Sélectionner une page

Peu de sites sont aussi remarquables que le Mont-Blanc, le plus haut sommet montagneux d’Europe. À l’ombre du sommet enneigé de cette majestueuse montagne se trouve Chamonix, ou Chamonix-Mont-Blanc, un village alpin qui n’est rien d’autre que la Mecque des skieurs du monde entier. L’abondance de neige est idéale pour les sports d’hiver, comme en ont témoigné les Jeux olympiques d’hiver en 1924. Que vous soyez skieur débutant ou professionnel, Chamonix convient aux amateurs de tous niveaux.

Outre la neige, ce qui fait de Chamonix une destination incontournable, ce sont les sites naturels. Le Mont-Blanc se trouve être le plus haut sommet des Alpes. Les visiteurs sont encouragés à faire l’ascension vers le sommet qui, bien que pénible, est possible avec l’aide d’un guide. Après avoir atteint le sommet, les grimpeurs peuvent découvrir des vues de la région et des paysages à couper le souffle. Thibaut de Roux, l’ancien responsable mondial des marchés de HSBC, est un visiteur fréquent de Chamonix, où il passe ses hivers et étés depuis 20 ans.

Histoire

Entre le XIe et le XIVe siècle, Chamonix faisait partie du territoire historique gouverné par la Maison de Savoie. Ce territoire était partagé entre trois pays (l’Italie, la France et la Suisse), la Maison de Savoie étant à l’époque la plus ancienne dynastie royale qui subsiste. On ne savait pas grand-chose sur la région jusqu’en 1744, lorsqu’un groupe de visiteurs publia un compte rendu de son périple.

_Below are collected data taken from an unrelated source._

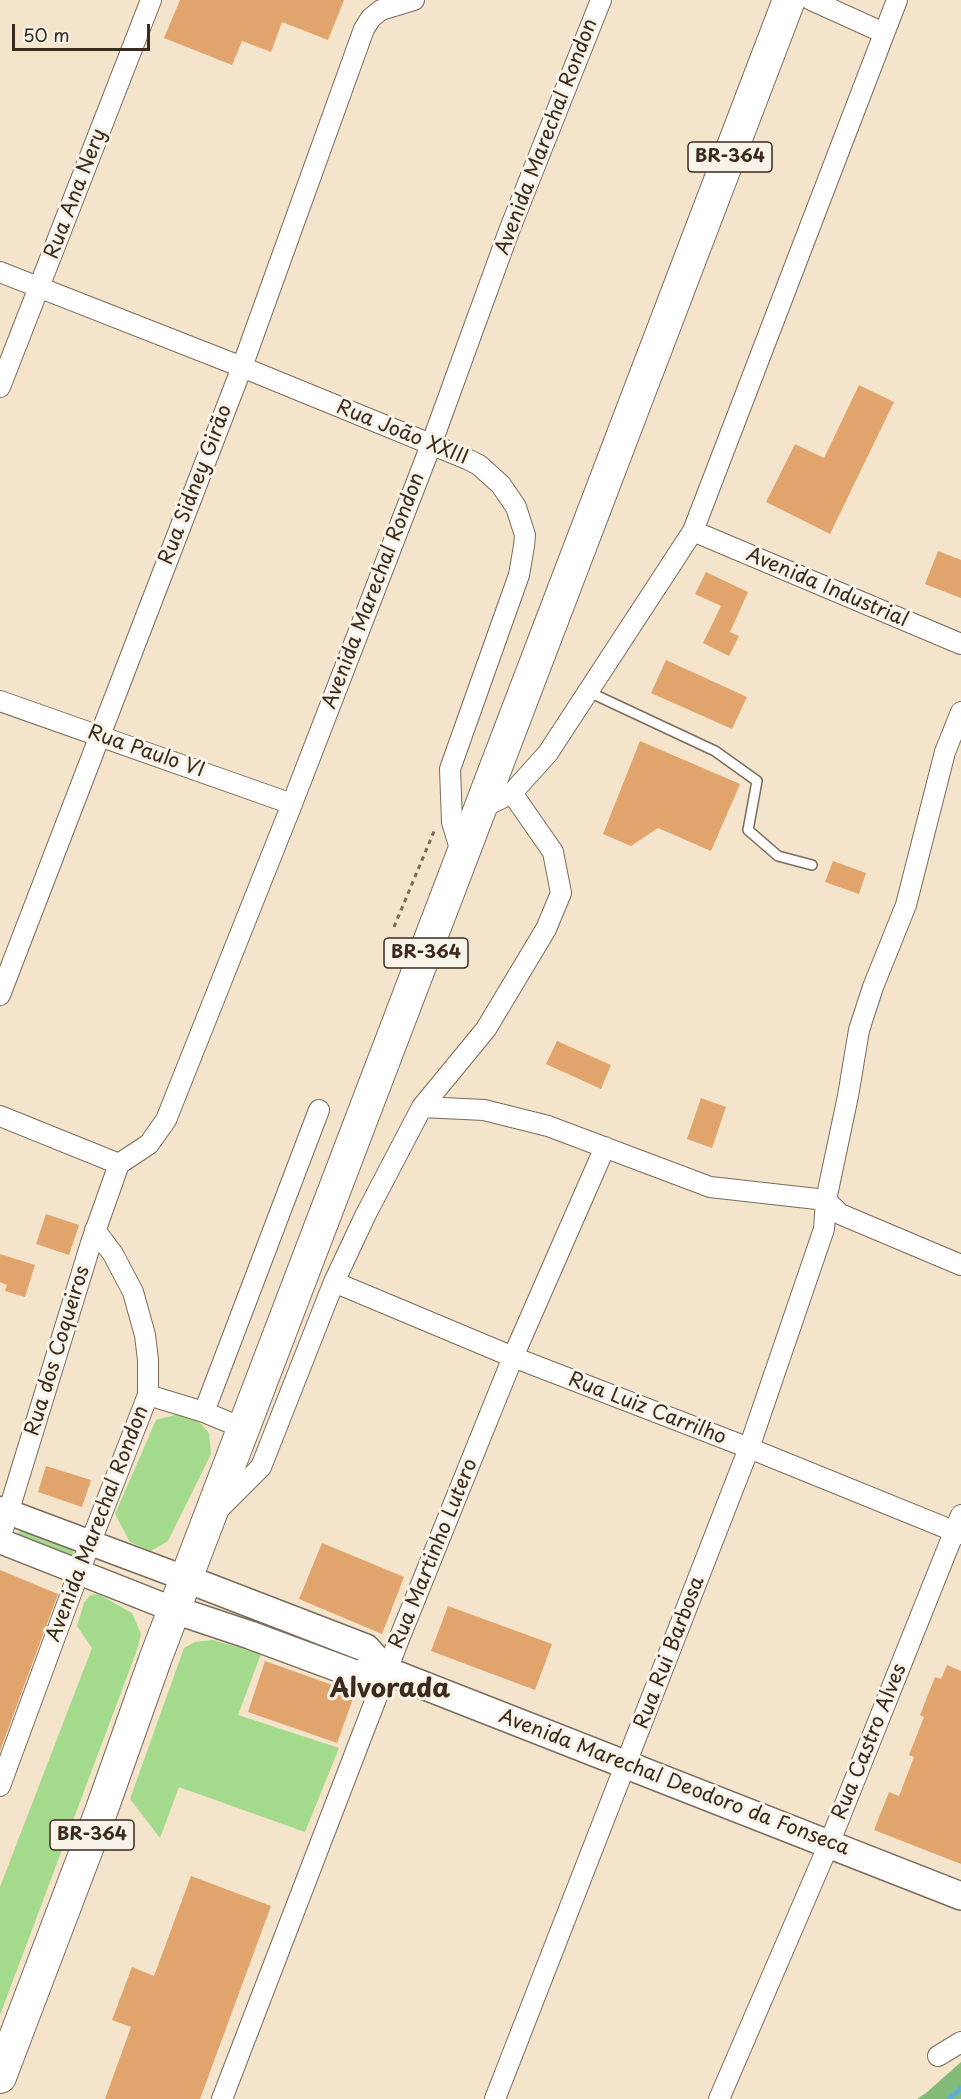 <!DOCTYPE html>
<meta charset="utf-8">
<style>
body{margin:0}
#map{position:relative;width:961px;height:2099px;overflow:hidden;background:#f3e4cb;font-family:"Playpen Sans",sans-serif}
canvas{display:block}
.scale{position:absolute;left:12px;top:24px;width:138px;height:27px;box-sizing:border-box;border:3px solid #3b2a1e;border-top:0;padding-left:8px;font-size:18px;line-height:21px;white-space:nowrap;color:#3b2a1e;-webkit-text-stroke:4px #f7f3e8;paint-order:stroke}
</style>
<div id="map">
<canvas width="961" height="2099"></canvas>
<div class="scale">50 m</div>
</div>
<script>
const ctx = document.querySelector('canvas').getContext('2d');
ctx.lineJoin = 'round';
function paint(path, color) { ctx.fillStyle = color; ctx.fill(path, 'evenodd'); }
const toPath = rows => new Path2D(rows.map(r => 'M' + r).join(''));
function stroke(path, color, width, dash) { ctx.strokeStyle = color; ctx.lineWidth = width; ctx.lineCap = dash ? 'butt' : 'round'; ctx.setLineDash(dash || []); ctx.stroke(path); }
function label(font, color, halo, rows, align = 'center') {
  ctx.font = font + ' "Playpen Sans",sans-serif'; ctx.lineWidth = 6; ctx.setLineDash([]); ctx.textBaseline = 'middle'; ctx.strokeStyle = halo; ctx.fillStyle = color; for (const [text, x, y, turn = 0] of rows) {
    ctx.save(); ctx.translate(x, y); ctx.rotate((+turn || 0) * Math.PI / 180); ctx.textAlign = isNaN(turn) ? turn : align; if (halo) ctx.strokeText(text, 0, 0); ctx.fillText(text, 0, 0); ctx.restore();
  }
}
paint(toPath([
 [179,1414,198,1421,209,1433,211,1454,168,1541,151,1551,130,1542,115,1514,156,1420],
 [26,1529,71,1547,74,1554,67,1560,20,1542,17,1533],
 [98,1594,132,1613,141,1634,137,1650,0,2015,0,1887,92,1648,77,1626,84,1603,90,1595],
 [213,1640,261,1654,238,1715,339,1748,305,1832,179,1787,160,1838,130,1799,184,1648,195,1642]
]), '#a4da8b');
paint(toPath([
 [961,2062,961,2099,917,2099,926,2093]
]), '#83ba77');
stroke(toPath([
 [949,2099,961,2088]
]), '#5faed9', 5);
paint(toPath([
 [180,0,344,0,328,40,282,22,271,52,242,41,232,65,164,38],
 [859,385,894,402,830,534,766,502,795,444,824,458],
 [938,551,961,560,961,598,925,584],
 [706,572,748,592,730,632,739,636,729,656,703,643,721,606,695,594],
 [666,660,747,697,732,729,651,693],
 [640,741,740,784,711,851,658,828,631,846,603,834],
 [833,861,866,873,859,894,825,882],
 [557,1041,611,1065,601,1089,546,1064],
 [701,1098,726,1107,712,1148,687,1139],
 [46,1214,79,1225,69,1255,36,1244],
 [0,1254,35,1265,25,1297,5,1291,7,1285,0,1282],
 [46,1466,91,1480,82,1507,38,1492],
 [322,1543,404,1577,382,1634,299,1599],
 [0,1570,58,1594,0,1751],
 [448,1606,552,1644,535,1690,431,1651],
 [265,1661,355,1693,337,1743,248,1712],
 [947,1665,961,1671,961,1864,874,1830,889,1792,899,1796,914,1757,909,1755,924,1717,920,1715,935,1677,941,1679],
 [191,1876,271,1906,200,2099,105,2099,131,2027,112,2020,132,1967,154,1976]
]), '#e0a46c');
const service = toPath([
 [589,692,715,751,757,781,748,830,778,856,812,865]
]);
const minor = toPath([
 [811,0,884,33],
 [0,272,242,367,467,459,479,465,501,485,516,507,525,535,524,546,519,575,450,769,452,822,462,855],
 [0,387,151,0],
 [693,531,961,644],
 [0,701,292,804],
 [480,809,512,793,548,753,693,531,897,0],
 [0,995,242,367,364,29,371,18,381,10,414,0],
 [422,1107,484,1110,548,1126,710,1187,826,1200],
 [0,1116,119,1164],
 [119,1164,149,1144,166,1120,292,804,431,445,509,231,601,0],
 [826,1200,840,1214,961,1265],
 [334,1282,513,1357,749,1448,961,1534],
 [148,1395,204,1412,245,1429],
 [204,1412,319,1110],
 [218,1510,261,1467,334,1282,366,1214,422,1107,486,1029,546,929,561,893,553,852,512,793],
 [0,1539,91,1243,119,1164],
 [0,1786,79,1572,148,1395,148,1360,145,1335,133,1292,113,1254,95,1230],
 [938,2056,961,2042],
 [222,2099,399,1639,513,1357,605,1147],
 [495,2099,749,1448,824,1229,826,1200,848,1096,859,1030,873,987,906,905,945,752,961,712],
 [719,2099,829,1844,961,1515]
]);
const tertiary = toPath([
 [0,1509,187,1579],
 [0,1541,175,1610]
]);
const secondary = toPath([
 [187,1579,366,1648,387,1671,961,1896],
 [175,1610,250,1635,355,1674,387,1671]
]);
const trunk = toPath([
 [0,2077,102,1809,156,1657,789,0]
]);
stroke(service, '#7b6b5b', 12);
stroke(minor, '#7b6b5b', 22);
stroke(tertiary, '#7b6b5b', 27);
stroke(secondary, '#7b6b5b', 30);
stroke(trunk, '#7b6b5b', 34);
stroke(toPath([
 [394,927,435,829]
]), '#7b6b5b', 3, [4.5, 4.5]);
stroke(service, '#fff', 9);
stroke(minor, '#fff', 20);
stroke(tertiary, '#fff', 24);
stroke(secondary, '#fff', 27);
stroke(trunk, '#fff', 32);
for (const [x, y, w] of [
 [730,157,84],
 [426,953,84],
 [92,1835,84]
]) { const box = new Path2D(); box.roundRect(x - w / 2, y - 15, w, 30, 4.5); ctx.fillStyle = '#f7f3e8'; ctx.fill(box); stroke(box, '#3b2a1e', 1.5); }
label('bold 18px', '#3b2a1e', null, [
 ["BR-364",730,157],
 ["BR-364",426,953],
 ["BR-364",92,1835]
]);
label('20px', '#3b2a1e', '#f7f3e8', [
 ["Avenida Marechal Rondon",547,137,-69],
 ["Rua Ana Nery",76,194,-69],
 ["Rua João XXIII",402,433,22],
 ["Rua Sidney Girão",196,485,-69],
 ["Avenida Industrial",827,588,23],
 ["Avenida Marechal Rondon",374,591,-69],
 ["Rua Paulo VI",146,752,19],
 ["Rua dos Coqueiros",58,1351,-73],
 ["Rua Luiz Carrilho",647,1409,21],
 ["Avenida Marechal Rondon",98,1524,-69],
 ["Rua Martinho Lutero",434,1554,-68],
 ["Rua Rui Barbosa",670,1653,-69],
 ["Rua Castro Alves",870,1742,-68],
 ["Avenida Marechal Deodoro da Fonseca",674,1783,21]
]);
label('bold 26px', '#3b2a1e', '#f7f3e8', [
 ["Alvorada",390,1690]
]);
</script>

Le début du XIXe siècle a vu le tourisme croître à Chamonix, conduisant à la création d’une association de régulation de l’accès aux pistes. Cette association – la Compagnie des Guides de Chamonix – détenait alors le monopole des guides de montagne jusqu’en 1892, date à laquelle le gouvernement français intervint et institua de nouvelles exigences pour la profession de guide. Dès lors, l’augmentation du tourisme a été facilitée par des initiatives nationales et internationales et le tourisme a aidé à maintenir l’économie locale dans la région.

En 1921, la mairie de Chamonix fit pression pour le changement de nom en Chamonix-Mont-Blanc. Le changement de nom était stratégique, car le conseil espérait empêcher ses voisins (les Suisses) de revendiquer pour eux le nom de la montagne. La Compagnie, en revanche, a continué d’exister, mais en tant qu’association de guides locaux qui sont devenus des alpinistes de renom. C’est à travers la Compagnie que le tourisme de montagne s’est popularisé à Chamonix et au-delà.

Profiter de la montagne

En hiver, la vallée de Chamonix est une attraction incontournable pour les snowboardeurs et les skieurs qui aiment faire de la descente. Les skieurs débutants comme expérimentés peuvent apprendre à leur rythme grâce à la variété des domaines skiables disponibles. Au-delà des sports d’hiver, la région est également réputée pour faciliter d’autres activités de loisirs telles que la randonnée, le parapente et l’alpinisme.

Les randonneurs qui souhaitent découvrir la vallée, que ce soit pour la première fois ou simplement pour le plaisir, sont encouragés à faire cette expérience. Tout au long de l’année, les remontées mécaniques permettent d’accéder à des sommets allant de 2000 mètres à près de 4000 mètres. Grâce aux remontées mécaniques, les ascensions qui prenaient avant plusieurs jours peuvent être effectuées en un temps relativement court.

Pour les visiteurs qui souhaitent passer du temps dans la montagne, la randonnée ne doit pas être une expérience éprouvante pour les nerfs. Certains des sentiers les plus intéressants à explorer incluent la traversée de Lyskamm, la traversée de La Meije et l’Aiguille du Chardonnet. Cette dernière est un périple de 3 jours qui emmène les grimpeurs vers le sommet emblématique.

Statut de patrimoine mondial de l’UNESCO

La popularité du Mont Blanc auprès des touristes et son importance pour les trois pays frontaliers, a mené l’UNESCO à inscrire le sommet au patrimoine mondial. L’obtention de ce statut est précieuse pour la région, car elle lui confère une reconnaissance internationale. En outre, cette inscription réunira les autorités locales et régionales, améliorant ainsi la coopération et concentrant le développement social, économique et environnemental de la région.

La candidature est le résultat des efforts de la Conférence transfrontalière du Mont-Blanc et l’aboutissement d’années de projets et de coopération pour jeter les bases et répondre aux exigences de cette candidature.